>>>
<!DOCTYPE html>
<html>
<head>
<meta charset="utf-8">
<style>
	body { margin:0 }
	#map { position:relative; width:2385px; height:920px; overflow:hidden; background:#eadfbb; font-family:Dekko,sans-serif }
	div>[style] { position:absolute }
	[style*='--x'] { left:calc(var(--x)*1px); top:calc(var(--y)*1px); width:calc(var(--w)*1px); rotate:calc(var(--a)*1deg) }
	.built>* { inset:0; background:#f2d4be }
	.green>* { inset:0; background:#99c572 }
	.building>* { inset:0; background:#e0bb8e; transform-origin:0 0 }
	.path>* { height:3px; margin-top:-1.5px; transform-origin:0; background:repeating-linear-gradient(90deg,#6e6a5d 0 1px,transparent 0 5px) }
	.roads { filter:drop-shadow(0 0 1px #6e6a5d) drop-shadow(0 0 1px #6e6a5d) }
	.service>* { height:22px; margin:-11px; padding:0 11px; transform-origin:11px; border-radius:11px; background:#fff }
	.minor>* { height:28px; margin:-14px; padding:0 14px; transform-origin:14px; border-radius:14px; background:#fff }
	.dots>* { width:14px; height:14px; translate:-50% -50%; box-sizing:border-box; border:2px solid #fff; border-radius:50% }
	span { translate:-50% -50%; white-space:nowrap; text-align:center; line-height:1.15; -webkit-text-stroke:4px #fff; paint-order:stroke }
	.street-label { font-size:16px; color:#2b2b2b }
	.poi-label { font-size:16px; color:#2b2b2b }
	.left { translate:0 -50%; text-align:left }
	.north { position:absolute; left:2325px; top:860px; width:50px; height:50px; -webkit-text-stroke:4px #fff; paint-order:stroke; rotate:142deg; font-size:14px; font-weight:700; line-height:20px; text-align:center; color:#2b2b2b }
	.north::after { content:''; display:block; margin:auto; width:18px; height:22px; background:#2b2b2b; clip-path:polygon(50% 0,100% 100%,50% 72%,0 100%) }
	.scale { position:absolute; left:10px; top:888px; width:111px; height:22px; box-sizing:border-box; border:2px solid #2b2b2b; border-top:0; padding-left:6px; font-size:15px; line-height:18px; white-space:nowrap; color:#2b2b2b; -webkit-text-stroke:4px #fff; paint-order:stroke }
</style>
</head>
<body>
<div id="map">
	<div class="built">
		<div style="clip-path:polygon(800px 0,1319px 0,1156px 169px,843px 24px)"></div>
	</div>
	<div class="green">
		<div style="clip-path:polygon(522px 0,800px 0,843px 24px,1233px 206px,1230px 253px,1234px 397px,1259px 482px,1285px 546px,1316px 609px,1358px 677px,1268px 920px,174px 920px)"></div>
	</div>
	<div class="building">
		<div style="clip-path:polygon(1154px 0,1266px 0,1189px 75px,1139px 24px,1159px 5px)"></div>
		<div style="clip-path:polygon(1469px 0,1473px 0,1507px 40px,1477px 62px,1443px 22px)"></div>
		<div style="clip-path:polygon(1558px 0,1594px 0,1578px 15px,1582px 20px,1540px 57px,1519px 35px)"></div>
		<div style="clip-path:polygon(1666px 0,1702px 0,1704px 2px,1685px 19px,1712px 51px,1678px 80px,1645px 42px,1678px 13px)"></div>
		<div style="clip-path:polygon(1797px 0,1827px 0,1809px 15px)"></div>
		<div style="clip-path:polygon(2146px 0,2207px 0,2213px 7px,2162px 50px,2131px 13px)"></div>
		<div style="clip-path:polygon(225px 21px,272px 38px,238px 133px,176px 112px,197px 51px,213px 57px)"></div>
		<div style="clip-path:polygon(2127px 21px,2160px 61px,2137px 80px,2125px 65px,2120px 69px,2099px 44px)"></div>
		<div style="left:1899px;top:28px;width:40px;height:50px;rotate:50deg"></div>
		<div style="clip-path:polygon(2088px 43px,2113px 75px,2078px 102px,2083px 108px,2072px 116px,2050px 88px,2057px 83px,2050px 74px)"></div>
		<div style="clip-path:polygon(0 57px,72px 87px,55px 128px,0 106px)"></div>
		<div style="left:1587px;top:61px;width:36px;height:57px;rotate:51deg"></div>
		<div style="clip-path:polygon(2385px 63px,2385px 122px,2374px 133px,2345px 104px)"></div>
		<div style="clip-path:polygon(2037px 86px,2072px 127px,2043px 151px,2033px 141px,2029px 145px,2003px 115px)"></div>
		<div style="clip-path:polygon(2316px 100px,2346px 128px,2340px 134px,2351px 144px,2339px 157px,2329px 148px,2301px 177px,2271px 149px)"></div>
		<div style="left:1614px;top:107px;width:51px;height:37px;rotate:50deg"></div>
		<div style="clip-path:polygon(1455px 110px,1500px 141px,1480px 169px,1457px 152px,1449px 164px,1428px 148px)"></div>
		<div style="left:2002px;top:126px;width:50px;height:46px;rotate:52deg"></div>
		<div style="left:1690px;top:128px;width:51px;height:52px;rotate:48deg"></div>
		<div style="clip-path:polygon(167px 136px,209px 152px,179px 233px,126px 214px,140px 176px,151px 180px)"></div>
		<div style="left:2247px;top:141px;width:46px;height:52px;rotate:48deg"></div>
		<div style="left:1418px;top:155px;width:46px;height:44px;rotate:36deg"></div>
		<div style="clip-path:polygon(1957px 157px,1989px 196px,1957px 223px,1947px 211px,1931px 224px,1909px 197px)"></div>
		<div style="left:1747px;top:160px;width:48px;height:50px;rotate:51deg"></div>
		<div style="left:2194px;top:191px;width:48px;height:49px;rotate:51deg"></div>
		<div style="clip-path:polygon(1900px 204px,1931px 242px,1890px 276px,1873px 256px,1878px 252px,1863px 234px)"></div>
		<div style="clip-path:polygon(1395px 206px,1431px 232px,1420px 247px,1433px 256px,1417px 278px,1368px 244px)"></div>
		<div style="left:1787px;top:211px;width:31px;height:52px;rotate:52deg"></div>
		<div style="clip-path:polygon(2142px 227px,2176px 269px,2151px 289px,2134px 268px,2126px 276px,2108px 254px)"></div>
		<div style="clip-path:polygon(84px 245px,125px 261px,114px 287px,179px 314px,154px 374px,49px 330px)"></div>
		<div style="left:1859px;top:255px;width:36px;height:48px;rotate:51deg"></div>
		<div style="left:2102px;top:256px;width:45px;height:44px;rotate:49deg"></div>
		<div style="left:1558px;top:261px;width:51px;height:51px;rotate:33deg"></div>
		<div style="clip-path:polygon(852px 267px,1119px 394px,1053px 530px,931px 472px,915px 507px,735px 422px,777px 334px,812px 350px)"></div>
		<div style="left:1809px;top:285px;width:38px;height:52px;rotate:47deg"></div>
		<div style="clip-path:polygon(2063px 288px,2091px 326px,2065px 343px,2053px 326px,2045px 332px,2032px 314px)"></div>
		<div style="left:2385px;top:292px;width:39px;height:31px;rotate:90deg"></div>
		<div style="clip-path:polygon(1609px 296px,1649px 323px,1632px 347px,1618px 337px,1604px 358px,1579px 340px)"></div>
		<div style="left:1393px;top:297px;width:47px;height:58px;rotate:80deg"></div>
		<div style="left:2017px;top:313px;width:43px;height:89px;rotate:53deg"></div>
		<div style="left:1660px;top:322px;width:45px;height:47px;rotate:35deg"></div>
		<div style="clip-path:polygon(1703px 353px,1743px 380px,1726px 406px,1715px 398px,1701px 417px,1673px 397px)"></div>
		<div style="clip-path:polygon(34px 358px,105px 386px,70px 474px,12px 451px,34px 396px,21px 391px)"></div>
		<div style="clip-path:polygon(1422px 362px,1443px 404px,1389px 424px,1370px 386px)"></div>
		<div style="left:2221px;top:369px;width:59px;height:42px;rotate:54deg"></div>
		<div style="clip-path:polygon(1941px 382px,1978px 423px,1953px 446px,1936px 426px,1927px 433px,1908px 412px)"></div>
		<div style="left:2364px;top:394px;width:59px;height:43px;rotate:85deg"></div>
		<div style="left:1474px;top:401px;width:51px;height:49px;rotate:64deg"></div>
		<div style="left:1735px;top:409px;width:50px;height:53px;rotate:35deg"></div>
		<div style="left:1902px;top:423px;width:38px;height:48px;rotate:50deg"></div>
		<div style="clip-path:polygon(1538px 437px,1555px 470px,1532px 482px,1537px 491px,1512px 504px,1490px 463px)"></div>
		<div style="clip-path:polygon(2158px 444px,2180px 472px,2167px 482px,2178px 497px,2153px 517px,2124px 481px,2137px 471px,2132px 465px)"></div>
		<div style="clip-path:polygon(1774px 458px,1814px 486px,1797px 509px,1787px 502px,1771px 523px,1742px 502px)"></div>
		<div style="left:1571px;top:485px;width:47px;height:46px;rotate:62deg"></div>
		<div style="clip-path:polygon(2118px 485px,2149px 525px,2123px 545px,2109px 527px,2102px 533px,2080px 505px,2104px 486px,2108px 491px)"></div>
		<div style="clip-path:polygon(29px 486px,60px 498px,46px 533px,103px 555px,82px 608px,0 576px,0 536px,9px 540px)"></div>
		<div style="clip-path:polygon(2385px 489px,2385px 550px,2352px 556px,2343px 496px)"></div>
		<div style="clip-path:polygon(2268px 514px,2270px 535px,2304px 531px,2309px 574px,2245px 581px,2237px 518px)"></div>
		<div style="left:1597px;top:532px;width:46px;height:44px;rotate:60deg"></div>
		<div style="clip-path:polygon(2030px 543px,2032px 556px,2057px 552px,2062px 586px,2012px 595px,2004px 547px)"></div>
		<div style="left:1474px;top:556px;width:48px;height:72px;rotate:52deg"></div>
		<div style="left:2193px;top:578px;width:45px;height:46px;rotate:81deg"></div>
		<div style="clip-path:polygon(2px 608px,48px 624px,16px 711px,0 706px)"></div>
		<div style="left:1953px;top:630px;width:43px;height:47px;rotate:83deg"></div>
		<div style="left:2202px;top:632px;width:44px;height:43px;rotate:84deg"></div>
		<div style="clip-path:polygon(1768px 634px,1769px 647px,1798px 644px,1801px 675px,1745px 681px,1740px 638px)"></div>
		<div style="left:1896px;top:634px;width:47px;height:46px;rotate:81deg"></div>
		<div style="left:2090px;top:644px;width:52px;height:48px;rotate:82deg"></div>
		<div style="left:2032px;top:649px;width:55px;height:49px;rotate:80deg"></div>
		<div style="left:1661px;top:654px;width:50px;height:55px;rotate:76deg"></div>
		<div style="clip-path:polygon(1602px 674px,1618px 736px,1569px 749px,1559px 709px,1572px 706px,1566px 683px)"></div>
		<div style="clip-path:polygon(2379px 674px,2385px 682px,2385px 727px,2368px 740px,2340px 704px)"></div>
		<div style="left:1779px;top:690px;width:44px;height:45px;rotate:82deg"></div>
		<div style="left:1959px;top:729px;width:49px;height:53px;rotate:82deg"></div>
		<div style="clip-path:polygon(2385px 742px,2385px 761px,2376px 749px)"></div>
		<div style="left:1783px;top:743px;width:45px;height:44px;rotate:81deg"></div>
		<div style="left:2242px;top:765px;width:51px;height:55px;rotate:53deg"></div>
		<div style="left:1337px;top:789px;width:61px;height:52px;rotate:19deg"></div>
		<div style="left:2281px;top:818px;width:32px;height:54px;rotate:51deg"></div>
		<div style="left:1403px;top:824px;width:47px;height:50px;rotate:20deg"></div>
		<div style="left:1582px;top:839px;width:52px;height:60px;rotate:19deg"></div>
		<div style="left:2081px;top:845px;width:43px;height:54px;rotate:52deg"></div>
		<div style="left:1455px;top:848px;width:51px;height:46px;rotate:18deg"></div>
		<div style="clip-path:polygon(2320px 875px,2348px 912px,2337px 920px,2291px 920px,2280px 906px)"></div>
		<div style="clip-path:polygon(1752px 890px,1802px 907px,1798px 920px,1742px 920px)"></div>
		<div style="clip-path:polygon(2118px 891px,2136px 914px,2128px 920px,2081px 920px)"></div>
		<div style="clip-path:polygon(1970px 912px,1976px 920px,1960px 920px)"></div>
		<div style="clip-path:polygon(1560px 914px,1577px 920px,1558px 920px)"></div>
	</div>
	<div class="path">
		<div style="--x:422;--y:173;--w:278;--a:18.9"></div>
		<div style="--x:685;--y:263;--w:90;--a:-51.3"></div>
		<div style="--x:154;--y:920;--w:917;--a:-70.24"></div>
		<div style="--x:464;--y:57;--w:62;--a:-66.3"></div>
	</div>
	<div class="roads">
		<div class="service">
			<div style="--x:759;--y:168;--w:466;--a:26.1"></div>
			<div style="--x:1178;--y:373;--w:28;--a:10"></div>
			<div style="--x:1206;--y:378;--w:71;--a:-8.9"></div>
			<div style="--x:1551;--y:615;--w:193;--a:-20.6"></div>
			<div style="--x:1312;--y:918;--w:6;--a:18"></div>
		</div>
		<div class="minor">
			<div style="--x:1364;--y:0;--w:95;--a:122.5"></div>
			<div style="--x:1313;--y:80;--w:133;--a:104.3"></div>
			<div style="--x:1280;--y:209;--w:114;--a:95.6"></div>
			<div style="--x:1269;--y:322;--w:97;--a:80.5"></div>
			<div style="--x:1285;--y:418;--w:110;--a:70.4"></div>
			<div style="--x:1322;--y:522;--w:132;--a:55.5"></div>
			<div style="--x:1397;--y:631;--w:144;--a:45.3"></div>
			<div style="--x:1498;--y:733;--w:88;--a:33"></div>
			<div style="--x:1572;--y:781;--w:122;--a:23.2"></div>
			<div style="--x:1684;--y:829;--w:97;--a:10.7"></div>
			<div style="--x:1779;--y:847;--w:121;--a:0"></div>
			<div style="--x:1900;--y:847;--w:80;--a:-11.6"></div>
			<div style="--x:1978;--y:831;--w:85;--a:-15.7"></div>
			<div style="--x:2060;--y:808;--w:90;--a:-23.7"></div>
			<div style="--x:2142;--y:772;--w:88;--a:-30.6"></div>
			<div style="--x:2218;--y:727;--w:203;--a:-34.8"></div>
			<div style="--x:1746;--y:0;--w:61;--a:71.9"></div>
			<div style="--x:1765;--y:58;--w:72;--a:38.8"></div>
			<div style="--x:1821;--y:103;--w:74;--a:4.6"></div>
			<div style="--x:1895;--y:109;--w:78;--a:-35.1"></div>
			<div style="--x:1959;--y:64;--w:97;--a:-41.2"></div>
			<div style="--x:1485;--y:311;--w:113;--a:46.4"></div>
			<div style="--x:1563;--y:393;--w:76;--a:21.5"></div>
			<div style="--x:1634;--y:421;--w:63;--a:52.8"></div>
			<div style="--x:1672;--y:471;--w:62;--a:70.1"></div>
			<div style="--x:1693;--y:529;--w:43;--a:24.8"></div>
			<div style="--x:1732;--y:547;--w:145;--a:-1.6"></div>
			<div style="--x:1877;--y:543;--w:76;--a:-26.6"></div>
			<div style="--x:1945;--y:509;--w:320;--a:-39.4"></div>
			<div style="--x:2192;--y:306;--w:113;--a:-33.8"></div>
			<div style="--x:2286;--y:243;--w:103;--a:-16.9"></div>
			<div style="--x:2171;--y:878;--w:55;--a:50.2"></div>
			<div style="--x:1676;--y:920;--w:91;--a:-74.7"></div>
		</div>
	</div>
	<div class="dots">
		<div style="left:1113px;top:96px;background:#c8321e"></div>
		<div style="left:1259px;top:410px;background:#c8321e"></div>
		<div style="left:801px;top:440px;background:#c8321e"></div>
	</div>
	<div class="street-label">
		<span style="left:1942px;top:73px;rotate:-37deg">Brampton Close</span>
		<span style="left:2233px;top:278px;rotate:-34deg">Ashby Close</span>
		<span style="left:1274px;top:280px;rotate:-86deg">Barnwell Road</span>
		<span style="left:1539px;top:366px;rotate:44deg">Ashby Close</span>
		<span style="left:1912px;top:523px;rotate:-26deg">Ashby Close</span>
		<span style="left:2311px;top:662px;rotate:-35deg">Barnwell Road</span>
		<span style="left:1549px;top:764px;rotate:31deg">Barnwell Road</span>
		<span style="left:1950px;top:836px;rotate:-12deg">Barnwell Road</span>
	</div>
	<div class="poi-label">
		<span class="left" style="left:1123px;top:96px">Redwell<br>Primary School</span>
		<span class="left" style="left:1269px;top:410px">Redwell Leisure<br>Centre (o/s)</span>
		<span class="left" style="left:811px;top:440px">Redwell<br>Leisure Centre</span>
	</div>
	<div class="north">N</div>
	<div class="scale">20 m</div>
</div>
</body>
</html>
<<<
Start at the first line of the entries above. Set down each line exactly through the one with "position:absolute; left:2325px; top:860px;", and stop there.

<!DOCTYPE html>
<html>
<head>
<meta charset="utf-8">
<style>
	body { margin:0 }
	#map { position:relative; width:2385px; height:920px; overflow:hidden; background:#eadfbb; font-family:Dekko,sans-serif }
	div>[style] { position:absolute }
	[style*='--x'] { left:calc(var(--x)*1px); top:calc(var(--y)*1px); width:calc(var(--w)*1px); rotate:calc(var(--a)*1deg) }
	.built>* { inset:0; background:#f2d4be }
	.green>* { inset:0; background:#99c572 }
	.building>* { inset:0; background:#e0bb8e; transform-origin:0 0 }
	.path>* { height:3px; margin-top:-1.5px; transform-origin:0; background:repeating-linear-gradient(90deg,#6e6a5d 0 1px,transparent 0 5px) }
	.roads { filter:drop-shadow(0 0 1px #6e6a5d) drop-shadow(0 0 1px #6e6a5d) }
	.service>* { height:22px; margin:-11px; padding:0 11px; transform-origin:11px; border-radius:11px; background:#fff }
	.minor>* { height:28px; margin:-14px; padding:0 14px; transform-origin:14px; border-radius:14px; background:#fff }
	.dots>* { width:14px; height:14px; translate:-50% -50%; box-sizing:border-box; border:2px solid #fff; border-radius:50% }
	span { translate:-50% -50%; white-space:nowrap; text-align:center; line-height:1.15; -webkit-text-stroke:4px #fff; paint-order:stroke }
	.street-label { font-size:16px; color:#2b2b2b }
	.poi-label { font-size:16px; color:#2b2b2b }
	.left { translate:0 -50%; text-align:left }
	.north { position:absolute; left:2325px; top:860px; width:50px; height:50px; -webkit-text-stroke:4px #fff; paint-order:stroke; rotate:142deg; font-size:14px; font-weight:700; line-height:20px; text-align:center; color:#2b2b2b }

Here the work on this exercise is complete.